**Instructions to follow**
I need every line of the material below that includes the string "limit".

<<<<

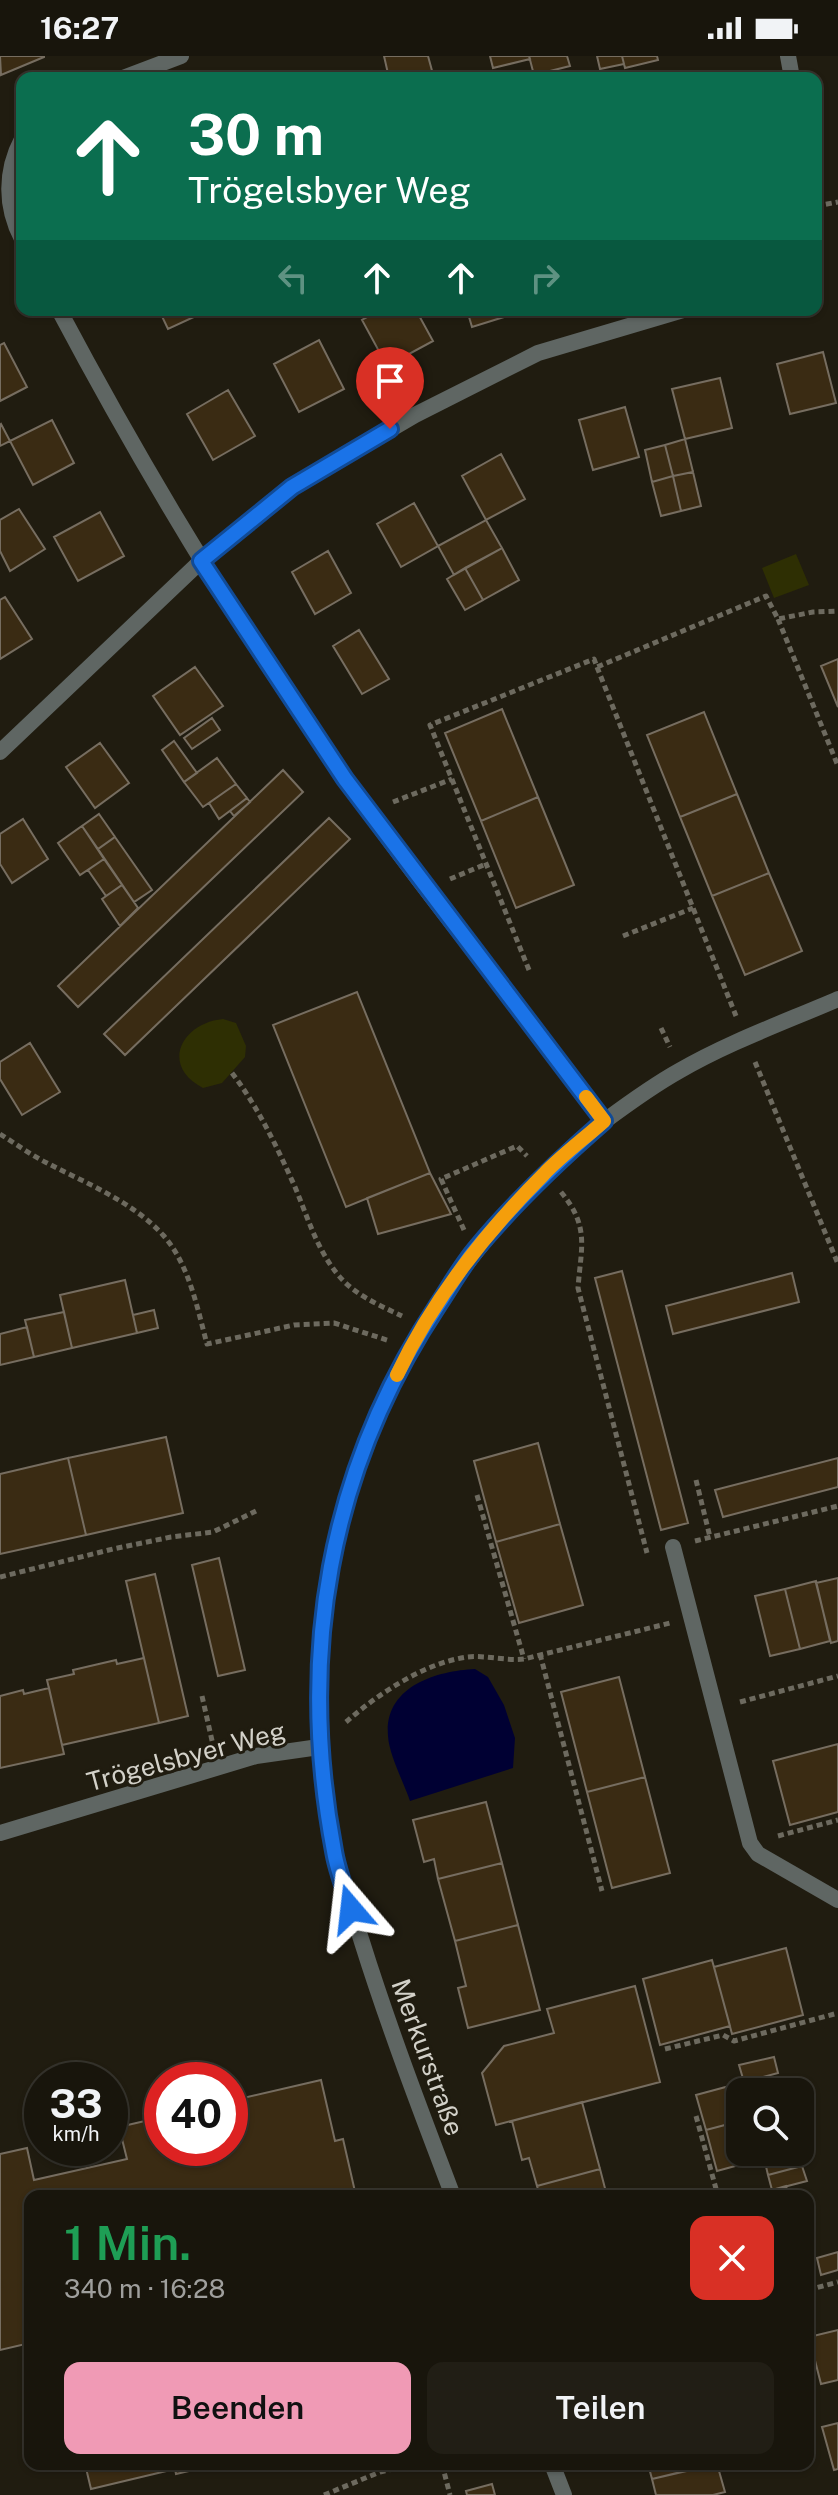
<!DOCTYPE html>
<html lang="de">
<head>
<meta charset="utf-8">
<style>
	body { margin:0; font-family:"Public Sans",sans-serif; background:#211e15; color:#f1f3f6; height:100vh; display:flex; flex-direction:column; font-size:30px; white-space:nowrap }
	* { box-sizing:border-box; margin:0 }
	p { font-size:26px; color:#9f9f9d }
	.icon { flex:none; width:44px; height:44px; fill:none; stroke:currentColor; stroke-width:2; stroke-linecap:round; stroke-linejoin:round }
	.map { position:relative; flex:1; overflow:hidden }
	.drawer { position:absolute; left:24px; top:2134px; width:790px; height:280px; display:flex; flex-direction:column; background:#18150c; border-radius:16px; box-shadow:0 2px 6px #0004,0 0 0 2px #36342d }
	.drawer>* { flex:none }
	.hud { position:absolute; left:16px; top:16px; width:806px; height:244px; border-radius:16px; box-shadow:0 2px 6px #0004,0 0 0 2px #36342d; background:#0b6e4f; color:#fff; overflow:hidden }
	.fabs { position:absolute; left:726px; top:2022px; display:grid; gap:16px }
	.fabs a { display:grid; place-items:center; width:88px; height:88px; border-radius:16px; background:#18150c; box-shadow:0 2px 6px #0004,0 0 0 2px #36342d; font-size:40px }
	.speed { position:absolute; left:24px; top:2006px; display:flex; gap:16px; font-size:40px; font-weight:700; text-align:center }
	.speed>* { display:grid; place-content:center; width:104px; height:104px; border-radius:50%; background:#18150c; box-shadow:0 2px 6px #0004,0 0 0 2px #36342d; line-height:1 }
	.speed small { font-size:20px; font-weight:400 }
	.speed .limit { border:12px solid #d22; background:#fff; color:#111 }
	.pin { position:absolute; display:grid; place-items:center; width:68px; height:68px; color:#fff; margin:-82px -34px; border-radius:50% 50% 50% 0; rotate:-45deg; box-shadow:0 0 8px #0007 }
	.pin .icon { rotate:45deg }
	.me { position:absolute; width:88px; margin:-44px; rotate:343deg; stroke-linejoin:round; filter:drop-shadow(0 0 6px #0008) }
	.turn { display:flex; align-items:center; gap:28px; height:168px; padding:0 40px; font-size:36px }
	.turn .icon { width:104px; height:104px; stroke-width:2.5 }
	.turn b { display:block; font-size:56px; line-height:68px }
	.lanes { display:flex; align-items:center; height:76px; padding:0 40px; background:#0003; justify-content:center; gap:40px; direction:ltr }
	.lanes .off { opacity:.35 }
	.round { display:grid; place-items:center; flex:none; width:84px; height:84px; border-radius:16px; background:#211e15 }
	.overview { display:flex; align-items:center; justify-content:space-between; height:136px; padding:0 40px }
	h1 { font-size:48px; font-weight:600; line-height:60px; color:#1e9e55 }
	.cta { display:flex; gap:16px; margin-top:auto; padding:16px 40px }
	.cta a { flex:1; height:92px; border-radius:16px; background:#f09ab5; color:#111; font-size:32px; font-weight:600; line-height:92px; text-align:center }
	.cta a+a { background:#211e15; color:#f1f3f6 }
	.status { display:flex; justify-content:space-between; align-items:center; height:56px; padding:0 40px; background:#18150c; direction:ltr }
	.status svg { height:22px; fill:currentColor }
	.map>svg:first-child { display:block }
</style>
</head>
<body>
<div class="status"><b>16:27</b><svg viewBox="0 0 49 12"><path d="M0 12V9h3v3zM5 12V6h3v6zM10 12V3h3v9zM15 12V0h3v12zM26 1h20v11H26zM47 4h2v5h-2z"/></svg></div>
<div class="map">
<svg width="838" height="2439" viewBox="0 0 838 2439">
	<rect width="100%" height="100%" fill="#201c10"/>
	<path fill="#2e2f03" d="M796,498l13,31 -35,13 -12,-30z
		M223,963l13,4 10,23 -1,11 -23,26 -19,5c-43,-22 -22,-65 20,-69z"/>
	<path fill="#003" d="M475,1613l13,8 16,28 11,33 -2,30 -103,33c-6,-18 -21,-46 -22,-65 -4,-49 47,-65 87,-67z"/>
	<path fill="#3a2b13" stroke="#766d60" stroke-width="2" d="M0,0h44v1l-43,18z
		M384,0h44l6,22h-45z
		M490,0h39l1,3 -37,9z
		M529,0h38l3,10 -36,9z
		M597,0h25l2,8 -24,5z
		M622,0h35l1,4 -33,8z
		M159,254h34l3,6 -28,13z
		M380,254h36l17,31 -46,25 -25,-46z
		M467,254h56v1l-51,16z
		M319,284l25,49 -45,23 -25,-48z
		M4,287l23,44 -27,14v-56z
		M823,296l13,51 -46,11 -13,-50z
		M720,322l12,50 -47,11 -13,-50z
		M228,334l27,46 -42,24 -26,-46z
		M625,351l14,50 -46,13 -14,-50z
		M52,364l22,43 -41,22 -23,-44z
		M1,368l9,17 -10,5v-21z
		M685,383l8,33 -20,4 -8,-31z
		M665,389l8,31 -21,6 -7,-32z
		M501,398l24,45 -39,21 -24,-44z
		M693,416l8,34 -20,5 -8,-35z
		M673,420l8,35 -20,5 -9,-34z
		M414,447l24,43 -37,21 -24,-43z
		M19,453l26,40 -35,22 -10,-20v-31z
		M100,456l24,44 -46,25 -24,-44z
		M486,464l16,28 -48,27 -16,-29z
		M502,492l17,32 -36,20 -18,-32z
		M328,495l23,42 -36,21 -23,-42z
		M465,512l18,32 -18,10 -18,-31z
		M5,541l27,42 -32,20v-59z
		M359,574l30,49 -27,15 -29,-48z
		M838,603v48l-17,-41z
		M195,611l28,39 -43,29 -27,-39z
		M502,653l36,88 -57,24 -36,-88z
		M704,656l33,82 -57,23 -33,-82z
		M212,662l8,12 -28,19 -8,-11z
		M174,685l23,32 -13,9 -22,-32z
		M100,687l29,40 -34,25 -29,-41z
		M217,702l19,26 -33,23 -19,-25z
		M283,714l20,22 -225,215 -20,-21z
		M236,728l11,14 -28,21 -10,-16z
		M737,738l32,79 -57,23 -32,-79z
		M538,741l36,88 -58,23 -35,-87z
		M247,742l3,4 -16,14 -4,-5z
		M99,758l16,23 -17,12 -16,-23z
		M329,762l21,21 -225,216 -21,-21z
		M23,763l25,40 -36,24 -12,-19v-30z
		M82,770l22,33 -24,16 -22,-32z
		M115,781l37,53 -18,12 -36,-53z
		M104,803l18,26 -16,11 -18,-26z
		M769,817l33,78 -57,24 -33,-79z
		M122,829l16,23 -18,18 -18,-27z
		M357,936l73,181 -84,34 -73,-182z
		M30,987l30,49 -38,23 -22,-36v-17z
		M430,1117l21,41 -73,20 -11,-36z
		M622,1215l66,252 -27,7 -66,-252z
		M792,1217l7,29 -126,32 -7,-28z
		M125,1224l12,53 -65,15 -12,-53z
		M154,1254l4,18 -21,5 -4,-18z
		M64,1256l8,36 -38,9 -9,-37z
		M27,1271l7,30 -34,8v-31z
		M166,1381l17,76 -97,22 -18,-77z
		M538,1387l22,81 -64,18 -22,-81z
		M68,1402l18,77 -86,19v-80z
		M838,1402v29l-115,30 -8,-27z
		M560,1468l23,81 -64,18 -23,-81z
		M219,1502l26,112 -27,6 -26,-111z
		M155,1518l33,142 -29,7 -33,-142z
		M838,1522v63l-7,2 -15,-60z
		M816,1525l14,60 -30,8 -15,-60z
		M785,1533l15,60 -30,7 -15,-60z
		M144,1602l15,65 -97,22 -15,-65 27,-6 -1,-4 43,-10 1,4z
		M619,1621l26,100 -58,15 -26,-100z
		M49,1632l15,66 -64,14v-72l23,-6 1,4z
		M838,1688v68l-48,13 -17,-64z
		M645,1721l25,96 -58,15 -25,-96z
		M486,1746l16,61 -64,16 -4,-20 -10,3 -11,-42z
		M502,1807l16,62 -63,16 -17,-62z
		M518,1869l22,85 -72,18 -10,-40 8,-2 -11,-45z
		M786,1892l17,67 -71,19 -18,-67z
		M712,1904l18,66 -70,19 -17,-66z
		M635,1930l25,96 -164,43 -14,-52 22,-27 50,-13 -7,-24z
		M774,2001l4,16 -34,9 -5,-17z
		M759,2022l4,14h-23v29l-34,9 -10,-35z
		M321,2024l14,61 8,-2 13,57h-326v147l-30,7v-196l27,-6 7,32 93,-21 -8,-32 43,-10v31h68v-47z
		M582,2046l18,67 -63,17 -8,-28 -7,2 -10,-39z
		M740,2065v31h38l1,2 -62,17 -11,-41z
		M788,2096h11l3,14 -34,9 -4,-17z
		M802,2110l5,15 -35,9 -4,-15z
		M600,2113l7,27h-67l-3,-10z
		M786,2130l3,10h-40l23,-6z
		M838,2196v18l-17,5 -4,-17z
		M838,2274v50l-17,4 -12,-47z
		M838,2367v46l-4,1 -12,-43z
		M85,2408h89l1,5 -84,20z
		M174,2408h45l-43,10z
		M648,2408h66l-62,15z
		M717,2408l8,28 -12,3h-57l-4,-16z
		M492,2428l3,11h-28l-1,-4z"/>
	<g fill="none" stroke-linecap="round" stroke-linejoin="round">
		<path stroke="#6d6a5f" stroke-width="5" stroke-dasharray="6 4" stroke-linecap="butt" d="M816,150l22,-4
			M778,563l60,147
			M597,611l139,349
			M393,746l59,-23
			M450,823l36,-15
			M623,880l70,-28
			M529,914l-99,-245 164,-66 3,8 169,-71 12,23 35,-7 25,-1
			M661,972l9,19
			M755,1006l83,202
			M232,1017c26,34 45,74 63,114 13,31 22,63 44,89 16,19 40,29 63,40
			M0,1078c16,10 31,21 47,29 39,20 86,39 116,72 26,29 34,72 44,109l87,-19 40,-2 56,18
			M561,1136c29,35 20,55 17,96l69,265
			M464,1174l-23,-51 76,-33 10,10
			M696,1424l14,57
			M477,1439l47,164
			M695,1485l143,-35
			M0,1521l113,-28 58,-12 42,-5 43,-21
			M540,1598l62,237
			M202,1640l11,49
			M740,1646l98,-26
			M346,1666c32,-28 78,-59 121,-65 19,-2 38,4 57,2l146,-36
			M778,1780l60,-16
			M665,1993l58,-14 11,6 104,-28
			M696,2060l22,80
			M808,2234l30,-8
			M442,2408l8,31
			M324,2439l56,-23 35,-8"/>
		<path stroke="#5f6663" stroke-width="16" d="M788,0l4,22
			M123,22l58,-22
			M22,83c-17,32 -17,68 0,100
			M59,254c86,162 181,319 286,469 82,117 174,227 259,342
			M0,696l201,-191 91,-74 123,-72 123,-62 145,-43
			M673,1491l77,296 8,11 80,46
			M0,1777l256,-77 63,-9"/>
		<path stroke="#5f6663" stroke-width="16" d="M453,2140c-32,-84 -64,-168 -91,-254 -9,-29 -22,-60 -28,-90 -49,-235 17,-464 177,-642 29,-32 60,-65 95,-90 23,-17 48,-35 73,-49 50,-29 106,-49 159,-72
			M552,2408l12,31"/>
	</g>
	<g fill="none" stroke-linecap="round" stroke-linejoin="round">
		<defs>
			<path id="route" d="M351,1853c-6,-19 -14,-39 -17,-58 -37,-195 -6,-380 104,-546 12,-18 23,-38 37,-55 39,-47 83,-89 129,-129l-259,-342 -144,-218 91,-74 98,-58"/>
		</defs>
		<use href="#route" stroke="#114b97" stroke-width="20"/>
		<use href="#route" stroke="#1a73e8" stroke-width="14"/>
		<path stroke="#f59e0b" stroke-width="14" d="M397,1319c35,-74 89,-143 147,-201 18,-19 40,-35 60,-53l-18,-24"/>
	</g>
	<g text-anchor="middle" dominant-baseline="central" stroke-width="6" stroke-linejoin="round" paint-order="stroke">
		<g font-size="26" fill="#d3d1c9" stroke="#201c10">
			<text transform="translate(186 1700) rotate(-15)">Trögelsbyer Weg</text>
			<text transform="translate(428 2001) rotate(70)">Merkurstraße</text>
		</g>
	</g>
</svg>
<div class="fabs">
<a><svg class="icon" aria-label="search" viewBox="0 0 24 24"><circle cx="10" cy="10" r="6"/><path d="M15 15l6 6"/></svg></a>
</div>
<div class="speed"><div>33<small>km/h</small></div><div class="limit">40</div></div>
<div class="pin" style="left:390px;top:373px;background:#d93025"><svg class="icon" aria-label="arrive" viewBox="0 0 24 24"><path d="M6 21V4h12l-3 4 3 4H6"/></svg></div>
<svg class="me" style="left:351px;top:1853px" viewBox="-20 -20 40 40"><path d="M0-17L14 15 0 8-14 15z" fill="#1a73e8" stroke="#fff" stroke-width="4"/></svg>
<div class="hud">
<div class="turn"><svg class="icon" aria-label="ahead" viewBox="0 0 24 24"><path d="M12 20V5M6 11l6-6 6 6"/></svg><div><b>30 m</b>Trögelsbyer Weg</div></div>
<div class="lanes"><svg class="icon off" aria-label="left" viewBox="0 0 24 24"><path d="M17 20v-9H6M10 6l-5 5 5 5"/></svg><svg class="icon" aria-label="ahead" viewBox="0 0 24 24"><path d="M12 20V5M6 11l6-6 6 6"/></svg><svg class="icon" aria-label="ahead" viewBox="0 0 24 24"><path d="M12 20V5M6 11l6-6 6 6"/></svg><svg class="icon off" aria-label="right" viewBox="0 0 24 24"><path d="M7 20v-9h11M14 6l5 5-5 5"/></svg></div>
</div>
<section class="drawer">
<div class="overview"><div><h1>1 Min.</h1><p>340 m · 16:28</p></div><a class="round" style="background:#d93025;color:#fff"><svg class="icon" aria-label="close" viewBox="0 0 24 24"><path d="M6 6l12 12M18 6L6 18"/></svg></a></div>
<div class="cta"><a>Beenden</a><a>Teilen</a></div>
</section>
</div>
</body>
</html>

>>>>

**Response to this exercise**
	.speed .limit { border:12px solid #d22; background:#fff; color:#111 }
<div class="speed"><div>33<small>km/h</small></div><div class="limit">40</div></div>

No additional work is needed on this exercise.